Running a business of any size requires lots of attention to detail. It can be difficult to foresee all of the potential problems that may arise down the road for your company. However, there are a few relatively simple steps you can take right at the beginning of your business venture that can prevent or diminish potentially devastating outcomes in the long run – such as by executing a buy sell agreement with your business partners.
What a buy sell agreement does
A buy sell agreement (also known as a buyout agreement) can be a clause in a partnership agreement, or it can be a separately executed document. It is essentially an agreement between the co-owners of a company that governs what will happen to each owner’s interest in the company upon death or retirement.
For example, the agreement might stipulate that the company is bound to pay a certain amount directly to a deceased owner’s estate in compensation for the company absorbing that owner’s ownership interest in the company, instead of allowing the owner to bequest their ownership interest through their estate plan.
Situations in which a buy sell agreement can save your company
Buy sell agreements do not only control what happens to an owner’s interest when they die or retire. With a bit of effort, you can also structure your agreement to apply in the event that one of the owners gets a divorce.
The last thing you want is for your business partner’s disgruntled ex-spouse to petition the court to receive partial ownership of your company as their fair share of the marital property.
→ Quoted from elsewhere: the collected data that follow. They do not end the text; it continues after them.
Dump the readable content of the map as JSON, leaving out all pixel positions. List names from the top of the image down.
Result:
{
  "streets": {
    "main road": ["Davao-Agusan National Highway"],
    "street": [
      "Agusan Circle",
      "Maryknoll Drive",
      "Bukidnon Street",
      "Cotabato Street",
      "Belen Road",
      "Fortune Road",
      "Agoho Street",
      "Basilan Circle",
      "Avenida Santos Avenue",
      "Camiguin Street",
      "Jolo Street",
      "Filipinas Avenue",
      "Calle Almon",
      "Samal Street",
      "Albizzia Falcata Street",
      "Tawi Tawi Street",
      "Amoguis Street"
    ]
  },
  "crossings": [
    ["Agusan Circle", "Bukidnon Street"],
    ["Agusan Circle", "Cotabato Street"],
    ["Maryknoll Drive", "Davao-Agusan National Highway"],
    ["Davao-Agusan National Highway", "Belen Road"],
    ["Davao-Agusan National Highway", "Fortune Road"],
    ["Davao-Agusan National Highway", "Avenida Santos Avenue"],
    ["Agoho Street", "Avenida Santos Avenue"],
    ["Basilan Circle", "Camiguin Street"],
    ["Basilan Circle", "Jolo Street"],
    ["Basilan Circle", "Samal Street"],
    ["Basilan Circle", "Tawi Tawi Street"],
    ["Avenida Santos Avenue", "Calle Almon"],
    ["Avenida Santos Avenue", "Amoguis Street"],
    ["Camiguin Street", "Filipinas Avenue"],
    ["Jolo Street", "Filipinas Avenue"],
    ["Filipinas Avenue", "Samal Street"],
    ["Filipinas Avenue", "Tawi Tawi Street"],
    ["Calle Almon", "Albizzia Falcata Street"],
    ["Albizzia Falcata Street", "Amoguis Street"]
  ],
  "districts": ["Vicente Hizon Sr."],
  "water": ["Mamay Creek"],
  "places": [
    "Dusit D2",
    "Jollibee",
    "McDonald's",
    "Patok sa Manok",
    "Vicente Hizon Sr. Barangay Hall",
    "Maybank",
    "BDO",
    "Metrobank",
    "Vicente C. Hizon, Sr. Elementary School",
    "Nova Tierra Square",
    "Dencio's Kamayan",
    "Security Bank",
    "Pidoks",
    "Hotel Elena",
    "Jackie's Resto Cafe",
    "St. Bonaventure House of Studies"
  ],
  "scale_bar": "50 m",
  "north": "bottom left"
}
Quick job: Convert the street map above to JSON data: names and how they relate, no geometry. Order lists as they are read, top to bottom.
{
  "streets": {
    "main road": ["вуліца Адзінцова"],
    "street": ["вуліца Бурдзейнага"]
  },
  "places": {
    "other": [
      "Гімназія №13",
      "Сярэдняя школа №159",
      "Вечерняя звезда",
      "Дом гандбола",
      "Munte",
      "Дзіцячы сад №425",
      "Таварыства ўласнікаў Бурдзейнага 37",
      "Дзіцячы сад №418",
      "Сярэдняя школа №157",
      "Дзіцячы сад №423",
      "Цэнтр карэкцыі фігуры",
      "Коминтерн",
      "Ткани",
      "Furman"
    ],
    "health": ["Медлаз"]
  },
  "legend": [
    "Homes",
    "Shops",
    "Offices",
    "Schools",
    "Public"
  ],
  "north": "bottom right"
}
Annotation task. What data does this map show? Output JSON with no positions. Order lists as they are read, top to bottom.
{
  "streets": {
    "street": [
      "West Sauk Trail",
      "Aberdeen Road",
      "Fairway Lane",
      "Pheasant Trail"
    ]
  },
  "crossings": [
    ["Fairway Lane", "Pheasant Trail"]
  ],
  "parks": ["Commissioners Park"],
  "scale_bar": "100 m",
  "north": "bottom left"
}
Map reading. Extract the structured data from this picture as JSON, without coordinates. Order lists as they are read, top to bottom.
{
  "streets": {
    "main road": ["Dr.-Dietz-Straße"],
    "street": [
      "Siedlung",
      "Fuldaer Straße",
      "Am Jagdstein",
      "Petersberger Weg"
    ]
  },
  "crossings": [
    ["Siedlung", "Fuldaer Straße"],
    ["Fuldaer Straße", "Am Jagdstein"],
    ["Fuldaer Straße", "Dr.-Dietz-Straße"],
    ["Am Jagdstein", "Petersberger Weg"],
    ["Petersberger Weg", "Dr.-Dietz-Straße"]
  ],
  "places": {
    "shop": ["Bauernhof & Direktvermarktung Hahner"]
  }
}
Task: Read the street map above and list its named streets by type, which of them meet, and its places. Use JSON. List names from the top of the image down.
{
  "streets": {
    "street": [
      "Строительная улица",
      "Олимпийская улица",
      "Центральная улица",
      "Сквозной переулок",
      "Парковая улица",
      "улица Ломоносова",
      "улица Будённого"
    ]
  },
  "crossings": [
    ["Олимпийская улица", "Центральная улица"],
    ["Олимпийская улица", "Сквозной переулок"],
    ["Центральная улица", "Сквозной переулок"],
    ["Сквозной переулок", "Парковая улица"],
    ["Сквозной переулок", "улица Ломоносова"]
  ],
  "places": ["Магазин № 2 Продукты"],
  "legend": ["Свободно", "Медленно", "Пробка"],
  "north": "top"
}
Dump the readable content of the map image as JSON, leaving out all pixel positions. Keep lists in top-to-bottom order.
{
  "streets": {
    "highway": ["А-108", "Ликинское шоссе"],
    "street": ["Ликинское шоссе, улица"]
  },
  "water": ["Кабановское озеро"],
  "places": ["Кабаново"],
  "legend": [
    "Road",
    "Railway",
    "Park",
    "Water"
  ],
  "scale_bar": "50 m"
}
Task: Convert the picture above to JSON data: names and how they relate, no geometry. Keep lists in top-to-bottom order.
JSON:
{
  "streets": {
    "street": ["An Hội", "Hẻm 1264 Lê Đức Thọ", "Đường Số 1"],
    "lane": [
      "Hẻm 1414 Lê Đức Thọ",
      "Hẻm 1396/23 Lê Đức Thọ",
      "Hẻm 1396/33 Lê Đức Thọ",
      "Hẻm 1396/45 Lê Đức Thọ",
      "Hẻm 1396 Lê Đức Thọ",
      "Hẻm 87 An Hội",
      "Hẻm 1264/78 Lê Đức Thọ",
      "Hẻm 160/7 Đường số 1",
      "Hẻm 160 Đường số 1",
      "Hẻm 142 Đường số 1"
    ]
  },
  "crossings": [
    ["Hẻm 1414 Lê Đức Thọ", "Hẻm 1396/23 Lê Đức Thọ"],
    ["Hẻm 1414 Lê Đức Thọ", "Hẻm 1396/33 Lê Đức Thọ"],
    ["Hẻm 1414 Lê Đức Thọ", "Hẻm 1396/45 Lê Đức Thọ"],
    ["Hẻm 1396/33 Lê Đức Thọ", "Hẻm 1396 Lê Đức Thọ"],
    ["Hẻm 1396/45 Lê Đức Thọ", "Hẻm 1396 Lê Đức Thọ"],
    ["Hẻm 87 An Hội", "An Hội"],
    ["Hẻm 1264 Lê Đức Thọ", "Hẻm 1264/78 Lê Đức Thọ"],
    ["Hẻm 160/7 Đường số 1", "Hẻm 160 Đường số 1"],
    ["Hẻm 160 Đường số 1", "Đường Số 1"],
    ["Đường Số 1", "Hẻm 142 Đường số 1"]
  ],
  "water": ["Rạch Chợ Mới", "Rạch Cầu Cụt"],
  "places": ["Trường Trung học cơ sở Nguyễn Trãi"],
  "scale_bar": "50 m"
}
You can prevent this by making a buy sell agreement that requires an owner to sell their ownership interest back to the company immediately upon or before divorce.
There is no silver bullet when it comes to planning for and avoiding inter-partner disputes. But by putting written agreements in place before conflicts arise, you can help to ensure that there is a clear protocol that you are all expected to follow and that can head off many disputes before they occur.